Which Genetic Variations Affect the Supply of Human Milk?

Familial alactogenesis is caused by a mutation in the LoF (Loss of function) gene that causes premature translation termination and a significant reduction in the gene's mRNA (messenger ribonucleic acid) through nonsense-mediated RNA decay. In this family, the detected LoF mutation in PRL (Prolactin gene) was also linked to infertility, proving that infertile women are more likely to experience breastfeeding challenges and need extra care and assistance to breastfeed successfully.

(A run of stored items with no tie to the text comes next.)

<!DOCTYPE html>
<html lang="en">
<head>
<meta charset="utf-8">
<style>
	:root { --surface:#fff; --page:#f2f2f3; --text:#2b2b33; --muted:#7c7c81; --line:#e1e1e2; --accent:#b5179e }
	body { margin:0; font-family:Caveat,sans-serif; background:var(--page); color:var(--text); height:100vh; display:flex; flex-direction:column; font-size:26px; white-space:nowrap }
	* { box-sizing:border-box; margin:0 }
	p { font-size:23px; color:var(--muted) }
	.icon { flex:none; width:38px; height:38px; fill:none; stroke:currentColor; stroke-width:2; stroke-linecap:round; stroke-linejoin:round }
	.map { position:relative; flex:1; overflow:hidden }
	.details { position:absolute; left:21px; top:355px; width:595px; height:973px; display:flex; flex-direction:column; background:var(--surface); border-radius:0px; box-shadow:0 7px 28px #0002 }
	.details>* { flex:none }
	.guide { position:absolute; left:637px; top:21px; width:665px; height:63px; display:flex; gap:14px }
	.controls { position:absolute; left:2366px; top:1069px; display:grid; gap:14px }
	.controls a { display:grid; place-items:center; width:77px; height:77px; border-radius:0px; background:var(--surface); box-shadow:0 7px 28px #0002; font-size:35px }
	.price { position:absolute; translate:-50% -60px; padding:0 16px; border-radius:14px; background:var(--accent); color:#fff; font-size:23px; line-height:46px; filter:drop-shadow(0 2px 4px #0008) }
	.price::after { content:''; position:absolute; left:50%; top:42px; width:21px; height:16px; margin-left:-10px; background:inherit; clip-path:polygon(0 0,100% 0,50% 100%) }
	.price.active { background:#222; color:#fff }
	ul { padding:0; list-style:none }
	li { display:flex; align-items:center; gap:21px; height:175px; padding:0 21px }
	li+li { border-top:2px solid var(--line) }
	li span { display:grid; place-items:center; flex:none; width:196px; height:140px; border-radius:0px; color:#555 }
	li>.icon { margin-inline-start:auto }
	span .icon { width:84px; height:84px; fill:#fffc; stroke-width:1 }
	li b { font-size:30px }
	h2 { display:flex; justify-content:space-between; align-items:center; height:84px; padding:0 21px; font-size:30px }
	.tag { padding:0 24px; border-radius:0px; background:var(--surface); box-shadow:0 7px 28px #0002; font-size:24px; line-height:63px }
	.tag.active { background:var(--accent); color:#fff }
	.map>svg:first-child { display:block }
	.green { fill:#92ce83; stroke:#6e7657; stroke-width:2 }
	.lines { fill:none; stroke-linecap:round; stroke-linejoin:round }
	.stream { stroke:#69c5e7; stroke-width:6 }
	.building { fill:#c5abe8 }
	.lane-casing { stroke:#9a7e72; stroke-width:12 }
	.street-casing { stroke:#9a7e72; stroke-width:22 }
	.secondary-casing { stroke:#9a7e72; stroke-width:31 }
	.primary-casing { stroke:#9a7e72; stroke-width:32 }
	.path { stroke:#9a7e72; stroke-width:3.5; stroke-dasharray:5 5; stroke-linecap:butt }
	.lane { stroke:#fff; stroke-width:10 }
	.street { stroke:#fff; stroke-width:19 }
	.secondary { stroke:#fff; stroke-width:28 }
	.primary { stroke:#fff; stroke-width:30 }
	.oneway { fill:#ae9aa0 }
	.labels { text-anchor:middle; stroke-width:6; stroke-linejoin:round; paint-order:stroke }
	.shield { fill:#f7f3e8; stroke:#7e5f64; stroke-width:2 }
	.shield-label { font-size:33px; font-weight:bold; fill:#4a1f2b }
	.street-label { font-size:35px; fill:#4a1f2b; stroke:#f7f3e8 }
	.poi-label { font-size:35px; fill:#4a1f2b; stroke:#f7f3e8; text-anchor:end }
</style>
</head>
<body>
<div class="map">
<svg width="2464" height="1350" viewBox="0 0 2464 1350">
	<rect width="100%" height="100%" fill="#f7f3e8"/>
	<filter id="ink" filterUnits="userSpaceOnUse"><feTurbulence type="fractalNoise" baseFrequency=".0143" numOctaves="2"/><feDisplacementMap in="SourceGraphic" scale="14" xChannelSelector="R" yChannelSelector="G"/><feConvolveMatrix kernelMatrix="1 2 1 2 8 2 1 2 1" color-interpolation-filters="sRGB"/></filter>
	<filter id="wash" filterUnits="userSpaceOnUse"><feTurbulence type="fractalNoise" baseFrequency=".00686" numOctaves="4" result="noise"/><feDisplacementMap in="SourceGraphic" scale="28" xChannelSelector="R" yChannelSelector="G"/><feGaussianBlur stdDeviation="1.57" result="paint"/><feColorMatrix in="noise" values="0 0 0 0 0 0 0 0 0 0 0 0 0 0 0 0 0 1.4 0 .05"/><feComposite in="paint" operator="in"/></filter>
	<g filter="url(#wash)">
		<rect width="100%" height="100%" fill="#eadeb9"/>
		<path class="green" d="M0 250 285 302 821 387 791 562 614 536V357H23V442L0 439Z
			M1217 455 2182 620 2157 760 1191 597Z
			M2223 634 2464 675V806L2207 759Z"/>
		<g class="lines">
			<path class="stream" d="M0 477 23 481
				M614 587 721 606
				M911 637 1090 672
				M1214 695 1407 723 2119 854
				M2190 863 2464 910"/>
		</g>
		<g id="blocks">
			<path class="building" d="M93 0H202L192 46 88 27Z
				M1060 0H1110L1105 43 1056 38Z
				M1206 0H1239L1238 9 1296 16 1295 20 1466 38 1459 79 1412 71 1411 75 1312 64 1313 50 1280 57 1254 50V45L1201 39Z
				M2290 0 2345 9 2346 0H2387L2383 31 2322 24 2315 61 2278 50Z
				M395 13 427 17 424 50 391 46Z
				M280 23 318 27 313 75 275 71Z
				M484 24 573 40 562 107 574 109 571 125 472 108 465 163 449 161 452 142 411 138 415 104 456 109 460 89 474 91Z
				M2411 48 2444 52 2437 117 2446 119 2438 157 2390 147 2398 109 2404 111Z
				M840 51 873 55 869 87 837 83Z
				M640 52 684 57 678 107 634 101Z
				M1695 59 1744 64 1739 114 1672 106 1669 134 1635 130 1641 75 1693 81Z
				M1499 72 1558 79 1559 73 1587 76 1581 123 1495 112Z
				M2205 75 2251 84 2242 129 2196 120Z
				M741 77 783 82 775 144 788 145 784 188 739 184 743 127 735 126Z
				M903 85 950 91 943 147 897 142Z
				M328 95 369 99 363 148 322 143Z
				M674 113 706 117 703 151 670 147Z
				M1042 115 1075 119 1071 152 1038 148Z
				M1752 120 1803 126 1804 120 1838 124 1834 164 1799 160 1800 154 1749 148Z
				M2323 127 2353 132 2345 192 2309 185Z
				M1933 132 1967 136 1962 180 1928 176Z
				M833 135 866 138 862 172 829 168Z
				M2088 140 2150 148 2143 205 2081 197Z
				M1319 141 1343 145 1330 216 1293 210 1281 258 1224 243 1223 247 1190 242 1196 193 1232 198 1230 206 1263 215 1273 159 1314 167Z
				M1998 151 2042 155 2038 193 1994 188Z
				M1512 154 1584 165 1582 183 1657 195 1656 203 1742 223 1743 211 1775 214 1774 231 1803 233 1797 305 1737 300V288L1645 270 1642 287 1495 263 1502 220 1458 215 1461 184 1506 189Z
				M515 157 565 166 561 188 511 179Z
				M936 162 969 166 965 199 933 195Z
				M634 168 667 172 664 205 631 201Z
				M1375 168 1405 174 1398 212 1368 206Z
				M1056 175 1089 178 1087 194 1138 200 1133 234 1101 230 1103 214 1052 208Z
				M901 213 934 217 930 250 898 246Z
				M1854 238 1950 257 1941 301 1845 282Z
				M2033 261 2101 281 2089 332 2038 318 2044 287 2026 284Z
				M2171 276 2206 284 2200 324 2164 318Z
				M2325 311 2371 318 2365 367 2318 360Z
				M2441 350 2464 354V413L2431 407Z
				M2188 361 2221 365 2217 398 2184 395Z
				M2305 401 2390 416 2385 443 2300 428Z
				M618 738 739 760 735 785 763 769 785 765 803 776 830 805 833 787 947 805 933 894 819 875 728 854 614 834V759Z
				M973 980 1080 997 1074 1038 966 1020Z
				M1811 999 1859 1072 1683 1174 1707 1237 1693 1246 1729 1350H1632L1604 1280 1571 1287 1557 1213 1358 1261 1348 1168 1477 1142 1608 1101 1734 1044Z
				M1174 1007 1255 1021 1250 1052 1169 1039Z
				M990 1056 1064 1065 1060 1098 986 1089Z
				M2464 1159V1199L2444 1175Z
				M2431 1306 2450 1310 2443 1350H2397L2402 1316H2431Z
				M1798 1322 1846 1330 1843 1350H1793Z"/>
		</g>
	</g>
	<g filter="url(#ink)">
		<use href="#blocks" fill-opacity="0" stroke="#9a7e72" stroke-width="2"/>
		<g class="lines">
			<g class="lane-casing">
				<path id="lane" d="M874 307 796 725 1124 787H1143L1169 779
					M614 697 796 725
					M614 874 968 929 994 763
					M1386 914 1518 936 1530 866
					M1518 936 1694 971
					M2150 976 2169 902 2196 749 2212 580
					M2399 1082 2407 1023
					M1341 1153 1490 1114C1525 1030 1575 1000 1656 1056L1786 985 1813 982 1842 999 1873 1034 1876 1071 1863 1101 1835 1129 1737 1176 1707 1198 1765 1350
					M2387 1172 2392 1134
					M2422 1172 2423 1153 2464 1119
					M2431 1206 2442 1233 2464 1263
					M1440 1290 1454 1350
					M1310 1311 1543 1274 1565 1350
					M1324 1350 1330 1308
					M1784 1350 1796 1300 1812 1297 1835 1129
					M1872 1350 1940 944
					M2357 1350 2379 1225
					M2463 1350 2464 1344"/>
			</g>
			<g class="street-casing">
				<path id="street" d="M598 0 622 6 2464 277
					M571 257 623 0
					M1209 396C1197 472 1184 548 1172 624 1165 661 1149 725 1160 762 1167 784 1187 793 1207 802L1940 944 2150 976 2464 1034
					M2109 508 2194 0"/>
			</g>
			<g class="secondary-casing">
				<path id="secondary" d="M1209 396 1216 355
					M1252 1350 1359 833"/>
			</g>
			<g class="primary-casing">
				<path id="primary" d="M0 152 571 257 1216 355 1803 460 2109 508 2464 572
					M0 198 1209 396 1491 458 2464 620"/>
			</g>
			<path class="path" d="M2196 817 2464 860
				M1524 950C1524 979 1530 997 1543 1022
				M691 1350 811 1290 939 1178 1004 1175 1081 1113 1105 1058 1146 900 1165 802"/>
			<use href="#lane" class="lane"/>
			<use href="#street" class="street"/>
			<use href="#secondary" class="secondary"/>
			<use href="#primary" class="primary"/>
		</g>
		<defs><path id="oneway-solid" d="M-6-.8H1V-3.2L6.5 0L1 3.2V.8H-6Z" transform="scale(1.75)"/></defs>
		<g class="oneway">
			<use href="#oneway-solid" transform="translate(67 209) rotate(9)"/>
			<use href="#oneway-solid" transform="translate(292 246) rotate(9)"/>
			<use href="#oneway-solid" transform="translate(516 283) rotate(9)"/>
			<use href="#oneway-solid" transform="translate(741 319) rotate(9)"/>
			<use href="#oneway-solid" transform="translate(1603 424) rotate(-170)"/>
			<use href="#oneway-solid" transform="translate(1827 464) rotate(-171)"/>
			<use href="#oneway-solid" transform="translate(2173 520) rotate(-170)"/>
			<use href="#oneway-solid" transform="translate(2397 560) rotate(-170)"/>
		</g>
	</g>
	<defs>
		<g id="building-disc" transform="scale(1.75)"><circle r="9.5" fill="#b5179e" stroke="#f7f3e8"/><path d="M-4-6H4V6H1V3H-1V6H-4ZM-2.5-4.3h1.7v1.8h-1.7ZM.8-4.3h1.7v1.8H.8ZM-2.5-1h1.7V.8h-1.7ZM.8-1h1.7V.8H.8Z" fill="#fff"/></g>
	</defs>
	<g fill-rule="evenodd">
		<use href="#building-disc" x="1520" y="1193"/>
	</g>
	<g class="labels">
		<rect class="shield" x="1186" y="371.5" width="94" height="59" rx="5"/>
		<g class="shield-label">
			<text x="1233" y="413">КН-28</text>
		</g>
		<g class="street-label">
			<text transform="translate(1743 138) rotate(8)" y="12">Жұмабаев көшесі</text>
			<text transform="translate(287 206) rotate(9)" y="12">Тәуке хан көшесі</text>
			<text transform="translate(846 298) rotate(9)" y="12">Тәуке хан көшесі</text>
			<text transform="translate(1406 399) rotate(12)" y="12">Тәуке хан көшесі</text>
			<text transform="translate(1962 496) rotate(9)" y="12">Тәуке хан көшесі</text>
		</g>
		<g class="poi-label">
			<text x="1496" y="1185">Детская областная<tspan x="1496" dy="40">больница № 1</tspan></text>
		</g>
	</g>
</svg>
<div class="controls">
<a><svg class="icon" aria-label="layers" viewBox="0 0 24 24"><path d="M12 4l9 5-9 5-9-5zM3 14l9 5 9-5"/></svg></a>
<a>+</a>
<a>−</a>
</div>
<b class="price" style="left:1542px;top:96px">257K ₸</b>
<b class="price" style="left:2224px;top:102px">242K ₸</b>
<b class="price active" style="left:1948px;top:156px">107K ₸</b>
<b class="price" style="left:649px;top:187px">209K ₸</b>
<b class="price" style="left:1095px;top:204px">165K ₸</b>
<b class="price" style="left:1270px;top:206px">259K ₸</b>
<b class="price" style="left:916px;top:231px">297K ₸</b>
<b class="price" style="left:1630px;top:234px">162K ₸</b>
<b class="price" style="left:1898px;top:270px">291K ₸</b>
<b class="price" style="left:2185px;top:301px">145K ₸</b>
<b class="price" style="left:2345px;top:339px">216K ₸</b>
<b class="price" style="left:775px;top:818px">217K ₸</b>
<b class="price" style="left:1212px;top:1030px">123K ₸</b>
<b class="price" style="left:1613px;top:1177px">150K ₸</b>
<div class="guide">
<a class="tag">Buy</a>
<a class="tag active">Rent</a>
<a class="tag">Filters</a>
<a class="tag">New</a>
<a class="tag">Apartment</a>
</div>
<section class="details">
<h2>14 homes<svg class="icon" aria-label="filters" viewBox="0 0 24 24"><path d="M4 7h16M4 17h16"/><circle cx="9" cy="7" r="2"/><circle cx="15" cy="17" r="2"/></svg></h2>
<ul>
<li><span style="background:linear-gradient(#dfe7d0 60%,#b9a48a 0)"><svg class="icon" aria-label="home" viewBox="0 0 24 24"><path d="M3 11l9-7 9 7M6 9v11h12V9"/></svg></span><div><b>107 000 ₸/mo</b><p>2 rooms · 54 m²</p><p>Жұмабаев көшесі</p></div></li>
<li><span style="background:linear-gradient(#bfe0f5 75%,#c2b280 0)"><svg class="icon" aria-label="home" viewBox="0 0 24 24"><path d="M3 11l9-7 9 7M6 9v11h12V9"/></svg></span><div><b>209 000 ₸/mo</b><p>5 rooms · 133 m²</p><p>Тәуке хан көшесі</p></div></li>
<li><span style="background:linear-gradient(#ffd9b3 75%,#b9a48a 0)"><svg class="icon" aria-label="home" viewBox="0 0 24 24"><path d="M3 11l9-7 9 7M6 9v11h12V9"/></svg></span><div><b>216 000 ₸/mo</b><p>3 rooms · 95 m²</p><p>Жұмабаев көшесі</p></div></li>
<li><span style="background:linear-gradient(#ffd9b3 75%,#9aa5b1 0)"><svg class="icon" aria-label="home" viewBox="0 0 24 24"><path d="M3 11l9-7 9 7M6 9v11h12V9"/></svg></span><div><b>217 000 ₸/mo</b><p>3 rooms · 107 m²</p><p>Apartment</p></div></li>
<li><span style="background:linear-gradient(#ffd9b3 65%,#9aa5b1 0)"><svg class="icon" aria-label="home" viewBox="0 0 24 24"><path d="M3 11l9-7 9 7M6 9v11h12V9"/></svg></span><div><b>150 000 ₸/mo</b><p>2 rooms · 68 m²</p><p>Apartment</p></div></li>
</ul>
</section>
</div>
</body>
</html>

Three sisters with familial hyperprolactinemia have been reported to have a heterozygous LoF mutation (p.His188Arg) in PRLR (Prolactin receptor). Prolactin levels greater than usual indicate hyperprolactinemia, which is caused by tumors in 50 % of cases. In this example, one sister, who was between the ages of 18 and 31, had four pregnancies that were successful with lactation and were given dopamine agonist therapy to end persistent galactorrhea (a condition where milk or milk-like), whereas the other two sisters experienced oligomenorrhea (irregular periods or large gap between menstrual cycles) and infertility. The variations in phenotypes between these sisters may be explained by the late onset of post-pubertal hyperprolactinemia. However, the heterozygous LoF mutation in PRLR carried by one of these sisters who were successful in nursing her offspring suggests that the latter mutation did not always hinder or abrogate lactation outcomes.

Conclusion

Human milk comprises various nutrients, antibodies, immune cells, and other components. Various factors, such as nutrition, diet, lifestyle, age, body type, etc., can affect breast milk's composition. However, recent studies suggest that even the mother's genetic factors can impact milk composition and production and supply of milk. Hence various components can alter the components of breast milk.